Saman : Dari Tarekat ke Atas Pentas


 
Bismillah naraman muja/ Ka Gusti Mahakawasa/ Gusti nu nyaangan beurang/ Gusti nu mareuman damar/ Paralun ka para karuhun/ Pang jeujeuhkeun/ Pang kersakeun/ Kami ndeuk nyaritakeun Saman/ Ti tutugan gunung karang/ Bisi nebuk sisikuna/ Bisi nincak laranganana/ Sapun…
‘Ala hadiniyah..khusushon…/ Syech Saman al Madinati, alfatihah…

Ketika kita dalam ikhlas ‘mengirimkan’ fatihah untuk Syech Saman, berarti jelas bahwa Saman menunjukkan nama seseorang. Informasi tekstual tentang keberadaan tokoh ini, diperoleh dalam sebuah manuskrip Leiden (Cod. Or. 7331, fol. 2B), yang isinya mengandung disiplin naqsabandiyah dan sekaligus khalwatiyah. Dalam manuskrip ini, tercatat seorang asal Madinah bernama Muhammad (bin Abdul Karim) As-saman (wafat tahun 1771), yang ‘menciptakan’ versi modifikasi khalwatiyya, yang selanjutnya biasa disebut sammaniyya, yang sangat populer di Nusantara.

Peneliti tarekat di Indonesia Martin van Bruinessen (1995) yang bertahun-tahun tinggal dan menetap di pesantren-pesantren di Pandeglang, Banten, menyebut bahwa melalui tarekat inilah ‘pemujaan wali’ (culf of saints) mengakar. Munculnya pandangan ini disebabkan adanya kepercayaan dan keyakinan bahwa Syech Samman mampu mentransfer kekuatan-kekuatan intervensi spiritual bagi para penganutnya,
Di Indonesia, tarekat menempati posisi yang signifikan. Sebagai satu set tegas teknik-teknik spiritual dan praktik peribadatan, kegiatan tarekat yang paling penting adalah dzikir (mengingat Allah) dengan menyebut asma Allah atau formula laa-ilahaillallah dalam teknik spesifik yang dilakukan berulang-ulang serta formula doa-doa yang bervariasi berupa hizab, shalawat, litanies (ratib,wirid).

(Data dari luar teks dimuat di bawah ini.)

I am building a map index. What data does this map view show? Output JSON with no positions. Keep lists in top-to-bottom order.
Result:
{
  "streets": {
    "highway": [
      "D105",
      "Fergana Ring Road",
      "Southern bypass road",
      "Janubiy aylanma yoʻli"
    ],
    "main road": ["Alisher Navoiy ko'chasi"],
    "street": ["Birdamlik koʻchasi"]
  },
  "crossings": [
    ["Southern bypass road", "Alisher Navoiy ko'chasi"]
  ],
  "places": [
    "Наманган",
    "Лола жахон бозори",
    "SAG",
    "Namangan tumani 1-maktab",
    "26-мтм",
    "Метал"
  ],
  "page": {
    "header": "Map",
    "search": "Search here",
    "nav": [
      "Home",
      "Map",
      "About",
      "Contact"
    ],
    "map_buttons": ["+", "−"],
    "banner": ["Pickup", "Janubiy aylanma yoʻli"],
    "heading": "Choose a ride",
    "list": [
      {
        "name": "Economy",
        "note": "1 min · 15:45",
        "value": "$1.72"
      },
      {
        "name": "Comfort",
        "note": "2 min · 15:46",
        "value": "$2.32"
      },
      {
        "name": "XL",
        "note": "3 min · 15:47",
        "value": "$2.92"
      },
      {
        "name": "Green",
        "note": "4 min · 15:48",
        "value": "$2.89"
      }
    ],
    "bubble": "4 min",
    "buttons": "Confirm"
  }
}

Dalam praktiknya, zikir-zikir tersebut dikombinasikan dengan pengendalian nafas dan bentuk tubuh spesifik, bahkan kerap dibumbui dengan praktik semedi (ascetic). Dari sinilah muncul instruksi (talqin) dari syech (guru) tarekat yang telah memiliki otoritas dengan membai’at (kepatuhan) kepada para pengikutnya, berupa ijazah (ajaran) untuk melakukan dan menggunakan tarekat yang telah dimilikinya, bahkan bisa mengajarkannya kepada orang lain, secara otomatis syah-lah dia sebagai syech (guru) tarekat. Dengan cara inilah muncul matarantai otoritas yang tak terputus dan berkembang terus menerus, yang terintegrasi dalam bentuk sislilah geneologi spiritual.

Pada perkembangan selanjutnya, tarekat tidak sekedar ritual sistem religi semata, akan tetapi berkembang menjadi sistem jaringan komunikasi (network of communication) bahkan bisa jadi sebagai matarantai otoritas bagi mobilisasi masa. Peristiwa ‘geger Cilegon’ pada tahun 1888, di bawah pimpinan KH Wasid, merupakan contoh nyata peran kyai sufi menjadi penggerak pemberontakan petani melawan penjajah (Kartodirdjo, 1984).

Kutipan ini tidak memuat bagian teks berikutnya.